Pro-hunting hecklers shout down PM's address

Pro-hunters disrupted Tony Blair's speech from the conference floor yesterday while up to 10,000 fellow demonstrators staged a massive show of defiance on the streets of Brighton.

Pro-hunters disrupted Tony Blair's speech from the conference floor yesterday while up to 10,000 fellow demonstrators staged a massive show of defiance on the streets of Brighton.

The Prime Minister's speech was interrupted for several minutes as four protesters shouted abuse about the Government's move to outlaw hunting from 2006. They were hustled out of the Brighton Centre, raising questions about security checks faced by conference delegates. Last night, two had been released from police custody while a third was still being held.

Their protest followed an earlier disruption when an anti-war protester shouted at Mr Blair that he "had blood on his hands" just seconds into the speech.

Hector Christie, a farmer well known for his vigorous opposition to the Government's culling policy during the foot-and-mouth crisis, shouted: "I'm protesting because of the illegal war in Iraq. Tens of thousands of people are being killed unnecessarily." He was bundled away to boos from delegates.

Outside the conference complex, 600 riot police guarded the building as thousands of pro-hunt demonstrators thronged Brighton's seafront.

Amid growing tension, police were forced to set up a cordon to keep the country sports campaigners apart from rival anti-hunt demonstrators. There were minor scuffles - including a row between protesters and Sir Gerald Kaufman, the Labour MP who is a vehement opponent of hunting - and eggs were thrown at delegates.

But the raucous protest, in which demonstrators with 1,000 dogs blew whistles, set off fire crackers, banged placards and rang bells, passed off peacefully. Watched by police in boats, hundreds spilled on to the beach, with several young women dressed as bunny girls stripping off and running into the sea for the cameras.
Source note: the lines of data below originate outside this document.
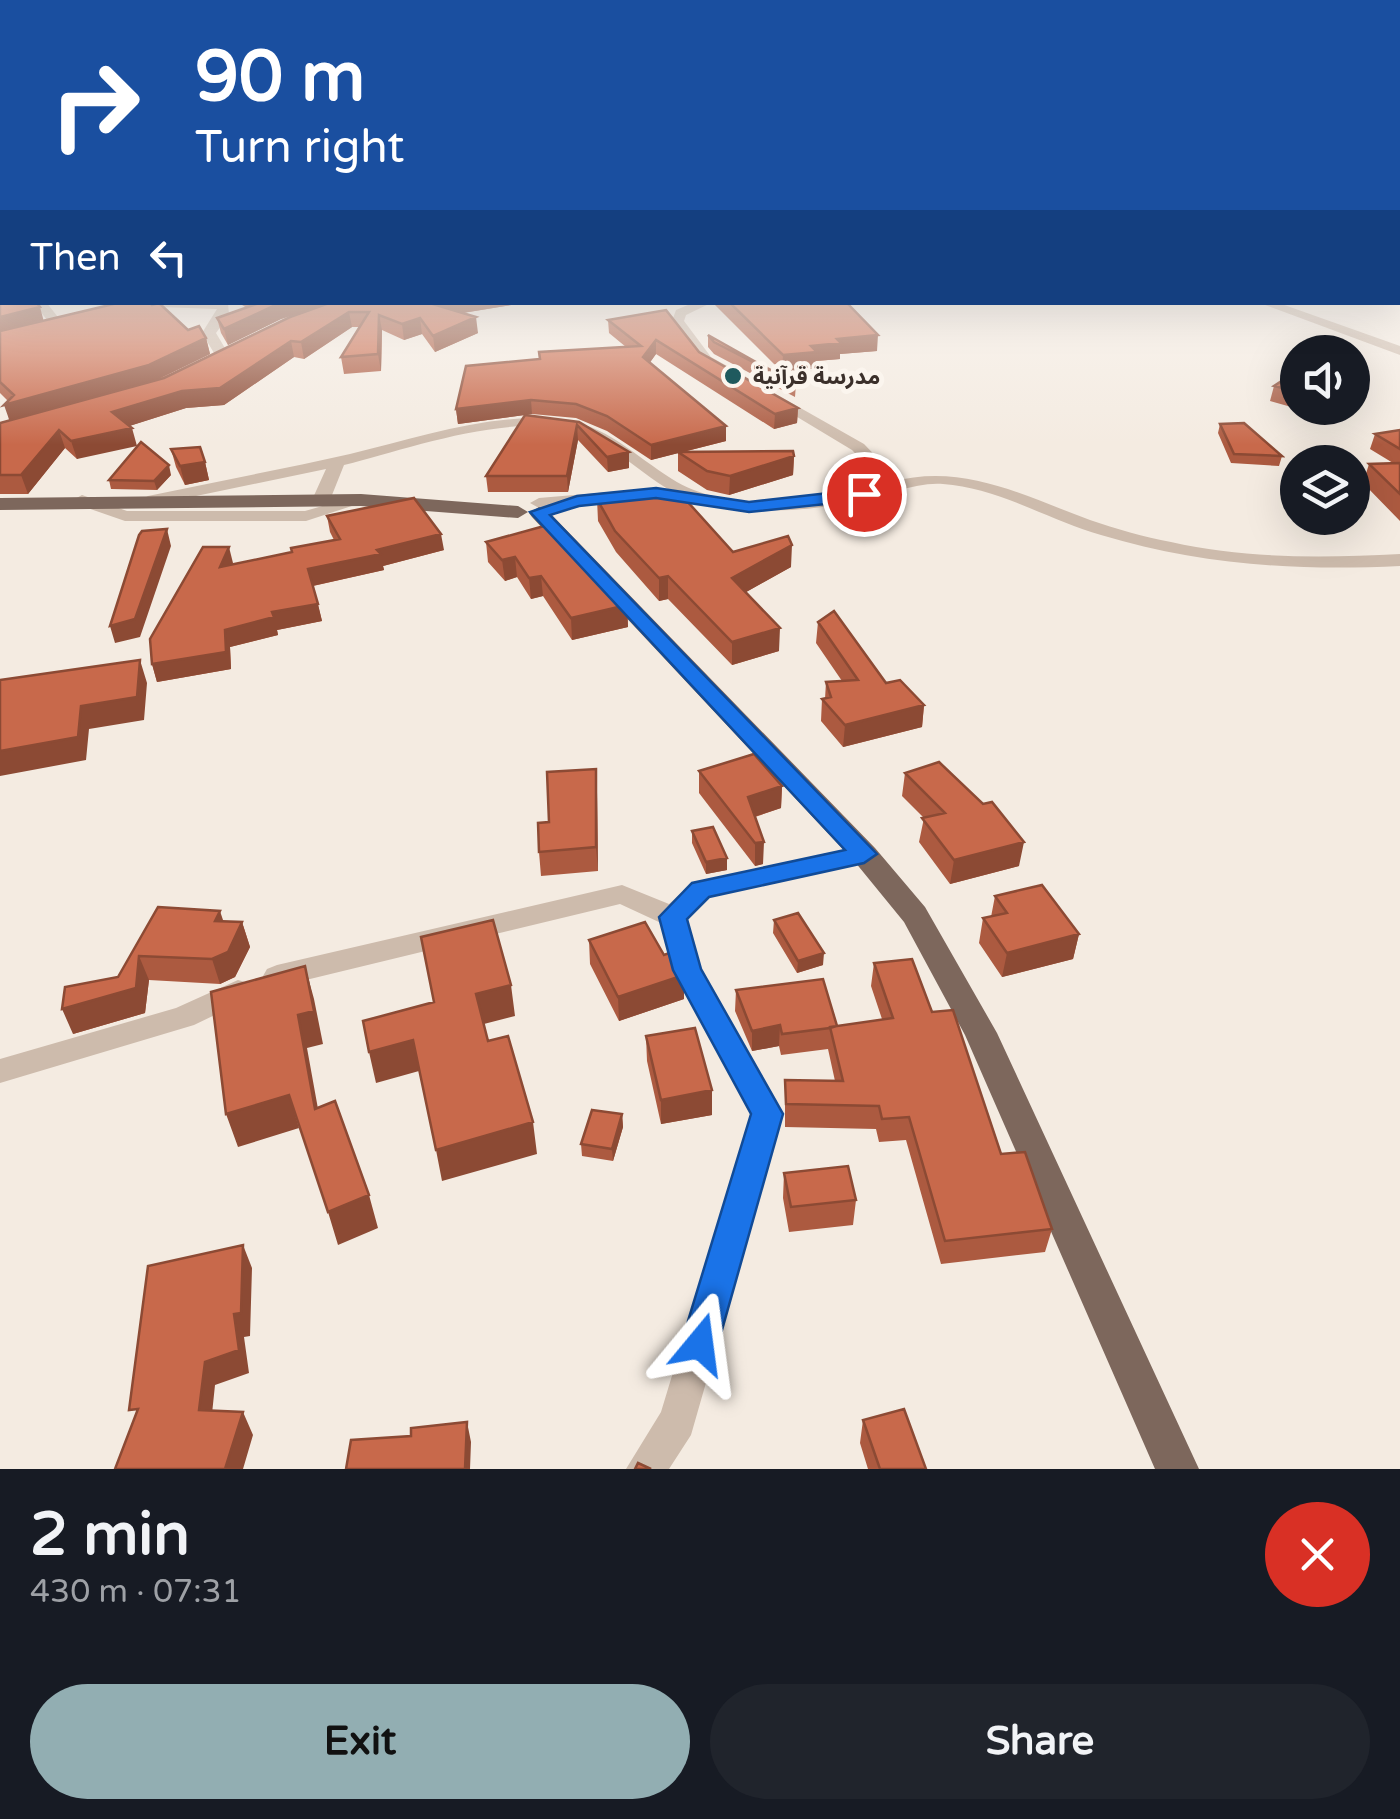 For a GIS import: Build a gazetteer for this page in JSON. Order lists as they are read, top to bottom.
{
  "places": ["مدرسة قرآنية"],
  "page": {
    "turn": ["90 m", "Turn right"],
    "then": "Then",
    "heading": ["2 min", "430 m · 07:31"],
    "buttons": ["Exit", "Share"]
  }
}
Organisers pointed out that the number of marchers, which they estimated at 8,000 to 10,000, far outstripped the size of Mr Blair's audience within the conference hall.

Sam Butler, chairman of the Countryside Alliance Campaigning for Hunting, told the crowd: "These people will have to listen or they will pay the ultimate electoral price."

The carcasses of a horse and two calves were found dumped in Brighton shortly before the rally. Countryside Alliance banners were found beside the bodies of the calves, but the group later said that it was not responsible. Two men were later arrested in connection with the incident.

The anti-hunt demonstrators staged their protest in the conference hall when Mr Blair was about half an hour into his speech. Three men and a woman stood up, started shouting and set off rape alarms on the balcony overlooking the conference floor. They were hustled out by stewards and police and Labour officials began an immediate investigation.

One, Tom Leek, of Ledbury, Herefordshire, said later that he had only joined the party two days ago. He said: "It's beholden on everybody to fight this kind of legislation. What's next? If they are going to base laws on this kind of prejudice how can we rest in our beds?"

James Murray Wells, from Gloucestershire, said: "We wanted to protest about the rape of the countryside and the rape of democracy."

However, there was little sign last night that the Government, which is preparing to use the Parliament Act to force a hunting ban into law if the Lords reject the Bill, was in a mood to bow to the protests. A senior cabinet minister said: "This train is going to reach its destination; it cannot be stopped." And Peter Hain, the Commons leader, said the Countryside Alliance should realise that "the country is not with them" on the hunting issue.

Last night police in Brighton said that they had arrested a total of 13 people after the demonstrations.